This hammerstone was recently found off the coast of Norfolk. CREDIT: University of Bradford

Around 8,150 years ago, a sudden shift in the seabed created the Storegga tsunami in the North Sea. With all known evidence pointing towards this event greatly affecting, but not completely inundating, Doggerland (the strip of land that once connected Britain to continental Europe – see CA 367), the search is now on for evidence of human occupation. While it is thought that there must have been significant Mesolithic groups living here during the period, without knowing just how populated the area was likely to be it cannot be determined how catastrophic the tsunami may have been.

As part of the ‘Europe’s Lost Frontiers’ project, researchers from the University of Bradford have been analysing the evolution of Doggerland, tracing its gradual inundation. At the end of the last Ice Age, c.11,700 years ago, Doggerland probably stretched all the way from Yorkshire to Denmark, but by 9000 cal BC the North Sea had begun to flood in, creating an archipelago that predominately included ‘Dogger Island’ (an upland area in the northern reaches of Doggerland) and Dogger Bank off the eastern coast of Great Britain. By the time of the Storegga tsunami, this landmass had shrunk even more, greatly reducing the size of both areas to shallow sandbanks. (More information on this process, along with the full impact of the tsunami, was recently published in Antiquity journal: https://doi.org/10.15184/aqy.2020.49)
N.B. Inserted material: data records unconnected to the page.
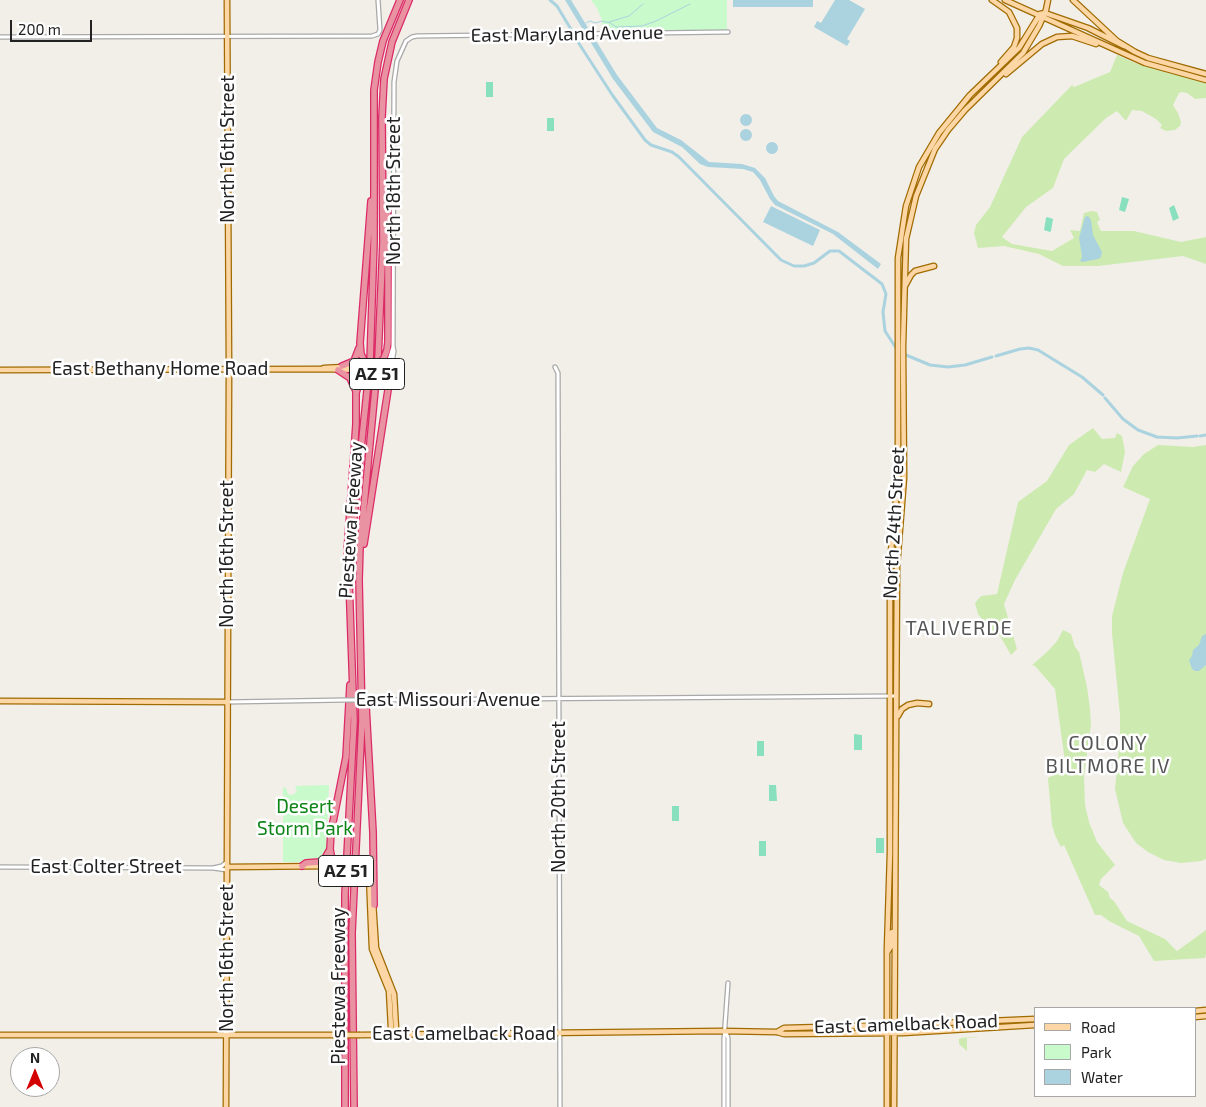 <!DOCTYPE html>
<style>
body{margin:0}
#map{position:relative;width:1206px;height:1107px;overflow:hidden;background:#f2efe9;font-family:"Exo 2",sans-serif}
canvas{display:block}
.legend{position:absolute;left:1034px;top:1007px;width:162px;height:90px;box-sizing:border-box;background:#fff;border:1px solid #a7a7a7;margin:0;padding:6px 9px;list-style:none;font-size:15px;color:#222}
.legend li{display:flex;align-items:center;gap:10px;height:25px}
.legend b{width:25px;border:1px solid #a7a7a7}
.north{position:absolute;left:10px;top:1047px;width:50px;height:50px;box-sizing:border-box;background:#fff;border:1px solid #a7a7a7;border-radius:50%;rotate:0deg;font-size:14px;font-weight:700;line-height:20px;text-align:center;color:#222}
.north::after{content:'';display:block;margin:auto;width:18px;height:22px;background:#d40000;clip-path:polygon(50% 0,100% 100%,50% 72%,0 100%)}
.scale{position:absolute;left:10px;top:20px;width:82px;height:22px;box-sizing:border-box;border:2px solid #222;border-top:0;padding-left:6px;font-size:15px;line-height:18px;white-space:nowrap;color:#222;-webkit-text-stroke:4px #fff;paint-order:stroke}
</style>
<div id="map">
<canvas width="1206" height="1107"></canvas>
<ul class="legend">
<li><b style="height:6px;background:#fcd6a4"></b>Road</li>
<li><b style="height:14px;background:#c8facc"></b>Park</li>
<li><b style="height:14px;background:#aad3df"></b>Water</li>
</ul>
<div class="north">N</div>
<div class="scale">200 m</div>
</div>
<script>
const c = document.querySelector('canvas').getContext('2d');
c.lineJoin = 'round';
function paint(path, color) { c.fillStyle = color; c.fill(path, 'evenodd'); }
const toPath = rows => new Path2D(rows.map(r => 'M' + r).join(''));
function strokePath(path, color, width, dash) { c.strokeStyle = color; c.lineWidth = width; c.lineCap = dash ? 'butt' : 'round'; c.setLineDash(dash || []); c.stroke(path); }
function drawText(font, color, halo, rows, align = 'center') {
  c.font = font + ' "Exo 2",sans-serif'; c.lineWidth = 5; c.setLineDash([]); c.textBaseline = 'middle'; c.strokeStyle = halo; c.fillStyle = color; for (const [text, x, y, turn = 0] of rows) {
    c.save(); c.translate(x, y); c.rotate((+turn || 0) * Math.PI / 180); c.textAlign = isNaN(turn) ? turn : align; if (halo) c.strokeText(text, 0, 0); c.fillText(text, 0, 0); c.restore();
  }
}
paint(toPath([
 [1117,55,1135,63,1206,83,1206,98,1195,99,1187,93,1182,92,1179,93,1173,105,1178,113,1181,122,1180,126,1175,130,1166,131,1160,128,1162,125,1156,119,1142,111,1132,110,1126,121,1117,111,1106,118,1064,159,1053,188,1026,207,1002,237,1012,244,1052,251,1074,238,1070,230,1080,231,1084,213,1092,211,1097,212,1100,220,1097,222,1101,231,1134,231,1181,242,1206,237,1206,264,1183,256,1098,266,1063,266,1039,254,1004,246,978,248,974,233,976,225,990,207,1022,137,1072,85,1074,87,1110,72],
 [1093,428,1102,439,1115,438,1117,433,1122,436,1125,452,1121,472,1104,464,1095,472,1087,470,1074,494,1056,509,1015,580,1004,604,1017,649,1011,655,1000,636,993,634,978,614,975,603,981,596,997,594,1018,502,1047,481,1069,445],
 [1158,445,1193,447,1206,445,1206,859,1201,861,1181,863,1164,860,1148,852,1136,843,1123,823,1115,789,1120,738,1120,715,1112,633,1112,616,1123,573,1150,499,1123,487,1133,466,1144,454],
 [1063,630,1071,634,1075,647,1079,652,1087,687,1090,709,1091,725,1084,776,1085,805,1089,822,1097,842,1115,865,1101,879,1099,885,1108,892,1110,898,1114,901,1127,921,1165,939,1177,951,1206,930,1206,954,1205,958,1154,961,1139,936,1109,921,1101,915,1095,915,1064,845,1061,847,1055,835,1052,825,1048,778,1066,769,1055,689,1035,666,1032,665,1048,651,1057,641],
 [973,1037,979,1037,967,1038,967,1051,959,1044,959,1038,960,1039,961,1038]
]), '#cdebb0');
paint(toPath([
 [591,0,727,0,727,30,604,32,602,30,602,20,597,8],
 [329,785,326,857,315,862,283,862,283,787,286,788,288,794,292,795,297,792,295,786]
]), '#c8facc');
paint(toPath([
 [486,82,493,82,493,97,486,97],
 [547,118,554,118,554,131,547,131],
 [1122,197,1129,199,1125,212,1119,210],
 [1174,205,1179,218,1173,221,1169,208],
 [1047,217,1053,219,1051,231,1050,232,1044,230,1046,218],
 [854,734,862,735,862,750,854,750],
 [757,741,764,741,764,756,757,756],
 [769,785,776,785,777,801,769,801],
 [672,806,679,806,679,821,672,821],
 [876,838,884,838,884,853,876,853],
 [759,841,766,841,766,856,759,856]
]), '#88e0be');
paint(toPath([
 [565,0,571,0,617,75,657,128,681,140,709,162,742,164,755,168,765,178,774,196,778,201,838,232,881,264,878,269,833,234,775,205,770,199,760,180,753,172,743,169,708,167,700,164,682,147,653,132,613,79],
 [733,0,813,0,813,7,733,7],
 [835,0,849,0,865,9,847,39,850,41,847,46,814,27,817,21,821,23],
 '740 120a6 6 0 1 1 12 0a6 6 0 1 1-12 0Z',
 '740 135a6 6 0 1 1 12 0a6 6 0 1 1-12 0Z',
 '766 148a6 6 0 1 1 12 0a6 6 0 1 1-12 0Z',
 [771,206,820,230,813,246,763,222],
 [1088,216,1091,220,1093,235,1102,252,1101,257,1098,259,1083,262,1080,261,1082,257,1079,238,1085,217],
 [1206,634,1206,665,1199,671,1195,671,1192,669,1189,660,1192,656,1193,650,1199,645,1202,636]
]), '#aad3df');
strokePath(toPath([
 [609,22,629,16,643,4],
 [586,23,590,21,595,23,602,21,610,23,616,27,642,26,656,21,690,4]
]), '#aad3df', 1);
strokePath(toPath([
 [550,0,557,6,572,31],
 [576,39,613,96,645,140,651,145,672,152,679,157,781,260,794,266,804,266,814,263,830,251,839,251,882,284,886,294,883,312,885,331,896,348],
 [906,355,930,365,948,367,965,365,992,357],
 [996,356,1020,349,1029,348,1038,350,1082,377,1103,395],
 [1105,398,1123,419,1138,430,1157,437,1177,438,1197,436],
 [1200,436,1206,435]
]), '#aad3df', 3);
const minor = toPath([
 [0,37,372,36,378,34,380,30,378,0],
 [383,367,388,363,393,347],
 [555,367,558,373,560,1107],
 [380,370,392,363,394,351,393,346,394,82,397,61,406,41,412,37,417,36,728,32],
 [373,700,896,696],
 [227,702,345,700],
 [0,867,213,868,227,870],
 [213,868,222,866,227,862],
 [726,1032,728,1038,728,1107],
 [724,1107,724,1039,728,983]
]);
const major = toPath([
 [992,0,1009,12,1017,28,1017,38,1014,47,1001,62],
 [1005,0,1145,63,1206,80],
 [1073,0,1117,41,1135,52,1148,58,1206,74],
 [1006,74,1042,44,1057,37,1072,36,1096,44],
 [905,286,911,275,915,271,934,266],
 [324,368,364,366],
 [0,370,321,369,363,370],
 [0,701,227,702],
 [898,716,902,709,908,705,917,703,929,704],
 [361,864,369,866,372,875],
 [227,867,335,866],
 [361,868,366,869,369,875,372,949,389,991,391,1028,394,1034],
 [373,902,376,948,394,994,396,1028,394,1034],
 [888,951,891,946,892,932],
 [1195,1011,1206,1010],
 [1195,1017,1206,1016],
 [777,1032,784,1028,895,1025,1035,1019],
 [0,1035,338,1035],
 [360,1035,722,1031,777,1032,784,1034,903,1033,1035,1025],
 [226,1107,229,369,227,0],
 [887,1107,887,948,890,853,890,561,898,479,898,258,906,206,919,167,939,133,970,95,1019,48,1040,14,1045,13,1088,28,1124,46],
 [894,1107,897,567,904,478,903,346,906,239,916,196,935,149,948,130,965,110,1023,53,1039,26,1046,10,1048,0]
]);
const highway = toPath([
 [384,358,387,350,388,342,388,241,387,188],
 [364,360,361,354,360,343,371,201],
 [342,366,354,361,359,348],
 [338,370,350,378,356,391],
 [364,544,388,390,388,372,392,363],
 [347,553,356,424,356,393,360,380,364,375],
 [366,706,373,832,374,905],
 [302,866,306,863,320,862,324,860,329,851],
 [333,866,330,849,331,832,346,757,350,685],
 [345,1107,345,894,354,721,349,580,351,546,370,362,374,242,374,90,378,62,383,41,400,0],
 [354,1107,352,933,362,720,359,580,360,547,378,359,383,242,382,117,384,79,392,42,409,0]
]);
strokePath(minor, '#a9a9a9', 5.5);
strokePath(major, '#a06b00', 7);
strokePath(highway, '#dc2a67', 8);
strokePath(minor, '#fff', 3);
strokePath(major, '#fcd6a4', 4.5);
strokePath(highway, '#e892a2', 5.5);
const minorBridge = toPath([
 [363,370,370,371],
 [345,700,373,700]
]);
const majorBridge = toPath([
 [338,1035,360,1035]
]);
const highwayBridge = toPath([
 [364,360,378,369],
 [368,368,379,363,384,358],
 [368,368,381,379],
 [336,866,360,866]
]);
strokePath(minorBridge, '#a9a9a9', 5.5, []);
strokePath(majorBridge, '#a06b00', 7, []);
strokePath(highwayBridge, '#dc2a67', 8, []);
strokePath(minorBridge, '#fff', 3);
strokePath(majorBridge, '#fcd6a4', 4.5);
strokePath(highwayBridge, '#e892a2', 5.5);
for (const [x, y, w] of [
 [377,374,55],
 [346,871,55]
]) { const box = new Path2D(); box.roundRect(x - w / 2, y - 15.5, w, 31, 4); c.fillStyle = '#fff'; c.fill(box); strokePath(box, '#222', 1); }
drawText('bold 18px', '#222', null, [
 ["AZ 51",377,374],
 ["AZ 51",346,871]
]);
drawText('19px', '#222', '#fff', [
 ["East Maryland Avenue",567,34,-1],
 ["North 16th Street",228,149,-90],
 ["North 18th Street",394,191,-90],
 ["East Bethany Home Road",160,369],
 ["Piestewa Freeway",351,520,-86],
 ["North 24th Street",894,523,-87],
 ["North 16th Street",227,554,-90],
 ["East Missouri Avenue",448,700],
 ["North 20th Street",559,797,-90],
 ["East Colter Street",106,867],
 ["North 16th Street",227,958,-90],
 ["Piestewa Freeway",339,986,-90],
 ["East Camelback Road",906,1024,-2],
 ["East Camelback Road",464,1034]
]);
drawText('19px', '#0c8416', '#fff', [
 ["Desert",305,807],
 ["Storm Park",305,829]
]);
c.letterSpacing = '1px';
drawText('20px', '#555', '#fff', [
 ["TALIVERDE",959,628],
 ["COLONY",1108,743],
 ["BILTMORE IV",1108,766]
]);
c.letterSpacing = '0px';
</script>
Evidence for occupation of this region during the Mesolithic is scarce. Occasional chance finds of animal bones and artefacts have been dredged up by fishermen in the North Sea, most frequently in an area known as the Brown Bank off the coast of Belgium. But earlier this year, the most direct evidence for Doggerland’s occupation was discovered just off the coast of Norfolk: a man-made tool known as a hammerstone. The University of Bradford team is now hoping that more evidence of human activity will be discovered soon as work continues in this area.

As Professor Vincent Gaffney, one of the leaders on the project, said: ‘Although many thousands of people must have lived on these drowned lands, the extreme nature of working in the North Sea means that archaeologists have never been able to locate a single human settlement in the vast landscape. Work at Bradford is changing how we understand this mysterious land beneath the sea and how it eventually ended.’